_EXERCISE INSTRUCTIONS:_ Look for "position" in each line of the entries, and return the matching lines.

╭─ RECORDS PROVIDED

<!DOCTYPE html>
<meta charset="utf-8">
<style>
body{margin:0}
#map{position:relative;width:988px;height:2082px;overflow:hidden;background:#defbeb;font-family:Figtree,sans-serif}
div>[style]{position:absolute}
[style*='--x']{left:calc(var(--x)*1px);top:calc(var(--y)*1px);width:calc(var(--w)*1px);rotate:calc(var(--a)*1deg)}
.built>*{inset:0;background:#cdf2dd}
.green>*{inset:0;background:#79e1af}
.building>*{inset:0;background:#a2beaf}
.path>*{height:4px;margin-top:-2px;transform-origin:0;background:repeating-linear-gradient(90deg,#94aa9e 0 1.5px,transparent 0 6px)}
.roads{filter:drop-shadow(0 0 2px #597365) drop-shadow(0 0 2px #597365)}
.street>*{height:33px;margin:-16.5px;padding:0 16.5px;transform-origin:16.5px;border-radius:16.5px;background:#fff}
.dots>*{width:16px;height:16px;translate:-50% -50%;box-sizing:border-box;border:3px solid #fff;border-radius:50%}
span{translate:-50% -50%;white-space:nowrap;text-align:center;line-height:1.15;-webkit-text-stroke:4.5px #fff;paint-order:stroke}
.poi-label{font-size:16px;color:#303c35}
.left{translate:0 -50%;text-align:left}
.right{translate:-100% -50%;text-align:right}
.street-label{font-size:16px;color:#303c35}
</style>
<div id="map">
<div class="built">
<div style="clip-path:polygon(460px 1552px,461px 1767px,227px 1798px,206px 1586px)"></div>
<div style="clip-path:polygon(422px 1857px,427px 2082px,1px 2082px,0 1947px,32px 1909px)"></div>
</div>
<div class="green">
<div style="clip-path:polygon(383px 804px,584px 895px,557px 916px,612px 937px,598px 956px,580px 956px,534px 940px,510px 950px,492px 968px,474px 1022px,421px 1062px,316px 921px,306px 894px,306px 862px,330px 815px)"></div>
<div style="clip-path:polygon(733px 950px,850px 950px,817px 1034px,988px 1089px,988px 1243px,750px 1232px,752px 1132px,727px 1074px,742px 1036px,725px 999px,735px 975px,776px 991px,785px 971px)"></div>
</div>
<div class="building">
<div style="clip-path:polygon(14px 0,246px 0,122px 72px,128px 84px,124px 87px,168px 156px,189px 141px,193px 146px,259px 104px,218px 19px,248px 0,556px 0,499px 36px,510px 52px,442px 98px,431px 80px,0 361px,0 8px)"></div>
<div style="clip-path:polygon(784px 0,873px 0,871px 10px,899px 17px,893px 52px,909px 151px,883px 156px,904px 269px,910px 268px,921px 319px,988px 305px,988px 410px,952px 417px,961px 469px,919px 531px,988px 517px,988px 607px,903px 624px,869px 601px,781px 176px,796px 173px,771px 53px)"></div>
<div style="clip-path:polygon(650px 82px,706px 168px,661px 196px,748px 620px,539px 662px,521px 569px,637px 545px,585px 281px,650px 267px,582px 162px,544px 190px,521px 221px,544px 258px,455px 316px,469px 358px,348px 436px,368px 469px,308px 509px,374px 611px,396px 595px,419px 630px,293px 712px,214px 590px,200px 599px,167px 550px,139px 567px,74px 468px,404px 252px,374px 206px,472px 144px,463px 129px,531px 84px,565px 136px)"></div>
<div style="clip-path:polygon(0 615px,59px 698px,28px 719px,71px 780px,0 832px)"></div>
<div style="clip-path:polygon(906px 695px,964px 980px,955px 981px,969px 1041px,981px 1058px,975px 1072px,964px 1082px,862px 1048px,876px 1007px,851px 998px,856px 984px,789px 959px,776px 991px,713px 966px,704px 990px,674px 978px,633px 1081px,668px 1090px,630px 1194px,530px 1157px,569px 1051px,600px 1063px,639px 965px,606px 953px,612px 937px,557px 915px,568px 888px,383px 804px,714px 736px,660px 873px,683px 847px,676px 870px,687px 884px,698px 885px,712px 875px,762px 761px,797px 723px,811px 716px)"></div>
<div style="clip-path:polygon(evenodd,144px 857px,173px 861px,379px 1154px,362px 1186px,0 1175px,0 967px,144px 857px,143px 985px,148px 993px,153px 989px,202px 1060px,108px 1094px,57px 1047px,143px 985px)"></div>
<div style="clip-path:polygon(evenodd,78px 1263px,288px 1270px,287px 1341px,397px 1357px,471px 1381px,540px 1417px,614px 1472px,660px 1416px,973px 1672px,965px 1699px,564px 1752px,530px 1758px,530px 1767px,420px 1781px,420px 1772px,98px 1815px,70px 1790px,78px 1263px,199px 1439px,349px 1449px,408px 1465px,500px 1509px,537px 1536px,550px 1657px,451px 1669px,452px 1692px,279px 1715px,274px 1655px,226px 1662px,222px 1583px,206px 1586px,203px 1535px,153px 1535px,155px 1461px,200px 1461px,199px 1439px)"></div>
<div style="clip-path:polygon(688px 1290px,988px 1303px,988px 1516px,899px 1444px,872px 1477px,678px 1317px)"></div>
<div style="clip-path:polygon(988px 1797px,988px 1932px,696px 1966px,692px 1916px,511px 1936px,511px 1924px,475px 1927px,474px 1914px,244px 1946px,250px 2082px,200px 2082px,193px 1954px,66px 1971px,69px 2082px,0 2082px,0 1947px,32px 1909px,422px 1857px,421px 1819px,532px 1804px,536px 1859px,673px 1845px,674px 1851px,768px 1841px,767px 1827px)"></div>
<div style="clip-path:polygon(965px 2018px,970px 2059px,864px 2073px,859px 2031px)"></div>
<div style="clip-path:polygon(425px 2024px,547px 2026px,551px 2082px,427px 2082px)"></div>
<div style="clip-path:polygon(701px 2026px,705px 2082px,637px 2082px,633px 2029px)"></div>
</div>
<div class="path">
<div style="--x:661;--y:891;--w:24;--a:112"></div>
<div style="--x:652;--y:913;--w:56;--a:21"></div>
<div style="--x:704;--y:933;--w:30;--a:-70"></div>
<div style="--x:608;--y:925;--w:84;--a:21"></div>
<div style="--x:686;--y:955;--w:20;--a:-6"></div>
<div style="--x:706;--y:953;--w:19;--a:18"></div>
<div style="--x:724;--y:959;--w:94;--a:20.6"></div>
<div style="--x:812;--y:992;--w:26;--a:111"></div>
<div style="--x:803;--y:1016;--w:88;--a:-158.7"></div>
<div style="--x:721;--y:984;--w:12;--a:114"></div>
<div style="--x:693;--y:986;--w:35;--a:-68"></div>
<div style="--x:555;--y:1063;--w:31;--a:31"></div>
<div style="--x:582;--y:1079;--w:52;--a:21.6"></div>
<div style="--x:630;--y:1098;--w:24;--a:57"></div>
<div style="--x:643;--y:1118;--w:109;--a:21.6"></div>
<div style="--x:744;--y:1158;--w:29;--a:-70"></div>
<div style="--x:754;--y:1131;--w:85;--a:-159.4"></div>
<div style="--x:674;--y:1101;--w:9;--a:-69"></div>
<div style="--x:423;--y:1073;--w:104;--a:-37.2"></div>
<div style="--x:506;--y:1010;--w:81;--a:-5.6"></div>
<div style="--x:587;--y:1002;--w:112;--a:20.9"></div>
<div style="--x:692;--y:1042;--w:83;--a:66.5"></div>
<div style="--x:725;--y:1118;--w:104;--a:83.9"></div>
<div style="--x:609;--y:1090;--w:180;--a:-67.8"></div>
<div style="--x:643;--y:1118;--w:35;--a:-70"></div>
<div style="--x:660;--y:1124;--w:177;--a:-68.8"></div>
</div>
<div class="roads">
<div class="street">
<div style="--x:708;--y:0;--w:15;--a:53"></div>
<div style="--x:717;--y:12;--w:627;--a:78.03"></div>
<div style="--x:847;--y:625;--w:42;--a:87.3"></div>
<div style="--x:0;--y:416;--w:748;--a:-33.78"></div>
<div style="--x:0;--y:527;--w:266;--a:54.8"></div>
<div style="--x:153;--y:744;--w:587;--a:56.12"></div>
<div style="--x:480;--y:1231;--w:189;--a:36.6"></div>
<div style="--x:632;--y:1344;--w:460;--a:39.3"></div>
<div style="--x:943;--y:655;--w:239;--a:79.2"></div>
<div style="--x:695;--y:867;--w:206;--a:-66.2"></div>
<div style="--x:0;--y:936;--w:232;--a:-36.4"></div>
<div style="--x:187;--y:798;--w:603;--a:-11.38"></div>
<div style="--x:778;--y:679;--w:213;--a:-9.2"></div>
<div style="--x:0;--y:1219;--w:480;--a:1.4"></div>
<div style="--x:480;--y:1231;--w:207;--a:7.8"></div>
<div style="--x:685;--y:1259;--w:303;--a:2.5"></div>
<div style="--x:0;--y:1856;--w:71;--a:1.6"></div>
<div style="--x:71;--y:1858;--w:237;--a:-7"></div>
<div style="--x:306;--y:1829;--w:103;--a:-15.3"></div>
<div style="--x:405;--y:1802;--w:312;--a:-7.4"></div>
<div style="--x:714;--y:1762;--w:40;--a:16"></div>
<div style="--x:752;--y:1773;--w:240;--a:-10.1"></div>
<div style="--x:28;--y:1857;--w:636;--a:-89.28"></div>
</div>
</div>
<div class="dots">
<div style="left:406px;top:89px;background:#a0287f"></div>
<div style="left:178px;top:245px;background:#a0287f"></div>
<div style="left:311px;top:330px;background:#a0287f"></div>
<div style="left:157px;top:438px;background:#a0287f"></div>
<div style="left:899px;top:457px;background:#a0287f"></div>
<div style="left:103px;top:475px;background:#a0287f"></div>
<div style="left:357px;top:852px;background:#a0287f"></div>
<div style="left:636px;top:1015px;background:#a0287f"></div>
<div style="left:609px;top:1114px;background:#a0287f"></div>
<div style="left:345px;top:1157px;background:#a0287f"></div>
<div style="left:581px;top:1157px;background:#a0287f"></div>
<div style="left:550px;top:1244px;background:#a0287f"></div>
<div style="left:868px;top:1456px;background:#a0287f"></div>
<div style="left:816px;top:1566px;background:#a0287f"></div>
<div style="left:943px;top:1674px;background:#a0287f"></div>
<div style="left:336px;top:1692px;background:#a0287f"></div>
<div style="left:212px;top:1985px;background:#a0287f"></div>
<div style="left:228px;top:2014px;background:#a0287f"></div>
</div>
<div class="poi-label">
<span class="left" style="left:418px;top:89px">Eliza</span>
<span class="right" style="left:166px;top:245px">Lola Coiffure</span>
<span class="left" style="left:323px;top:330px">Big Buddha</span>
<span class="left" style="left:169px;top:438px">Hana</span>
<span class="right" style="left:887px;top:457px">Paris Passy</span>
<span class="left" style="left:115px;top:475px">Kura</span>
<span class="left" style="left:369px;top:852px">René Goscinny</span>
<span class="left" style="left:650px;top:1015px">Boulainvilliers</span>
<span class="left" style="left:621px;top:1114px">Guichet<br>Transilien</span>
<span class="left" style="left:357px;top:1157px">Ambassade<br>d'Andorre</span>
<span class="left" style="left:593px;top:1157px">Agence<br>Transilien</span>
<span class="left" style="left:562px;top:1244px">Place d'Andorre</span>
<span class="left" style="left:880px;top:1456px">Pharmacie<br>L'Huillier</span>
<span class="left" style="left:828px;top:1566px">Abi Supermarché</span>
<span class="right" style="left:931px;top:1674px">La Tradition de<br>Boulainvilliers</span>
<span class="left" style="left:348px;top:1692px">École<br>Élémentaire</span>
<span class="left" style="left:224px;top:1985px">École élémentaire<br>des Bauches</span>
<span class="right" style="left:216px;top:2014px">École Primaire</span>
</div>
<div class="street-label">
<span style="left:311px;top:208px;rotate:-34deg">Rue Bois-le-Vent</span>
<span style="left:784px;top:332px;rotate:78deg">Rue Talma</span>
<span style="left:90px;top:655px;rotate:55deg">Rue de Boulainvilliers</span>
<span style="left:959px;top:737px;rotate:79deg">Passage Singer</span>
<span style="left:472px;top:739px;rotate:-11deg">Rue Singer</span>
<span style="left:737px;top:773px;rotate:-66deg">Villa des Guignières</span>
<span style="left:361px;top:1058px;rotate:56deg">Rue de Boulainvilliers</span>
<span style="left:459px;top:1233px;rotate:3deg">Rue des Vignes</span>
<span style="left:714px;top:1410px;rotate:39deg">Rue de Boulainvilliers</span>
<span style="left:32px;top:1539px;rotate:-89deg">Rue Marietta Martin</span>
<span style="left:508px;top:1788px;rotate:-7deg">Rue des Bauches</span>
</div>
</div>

╰─

_EXPECTED ANSWER:_
#map{position:relative;width:988px;height:2082px;overflow:hidden;background:#defbeb;font-family:Figtree,sans-serif}
div>[style]{position:absolute}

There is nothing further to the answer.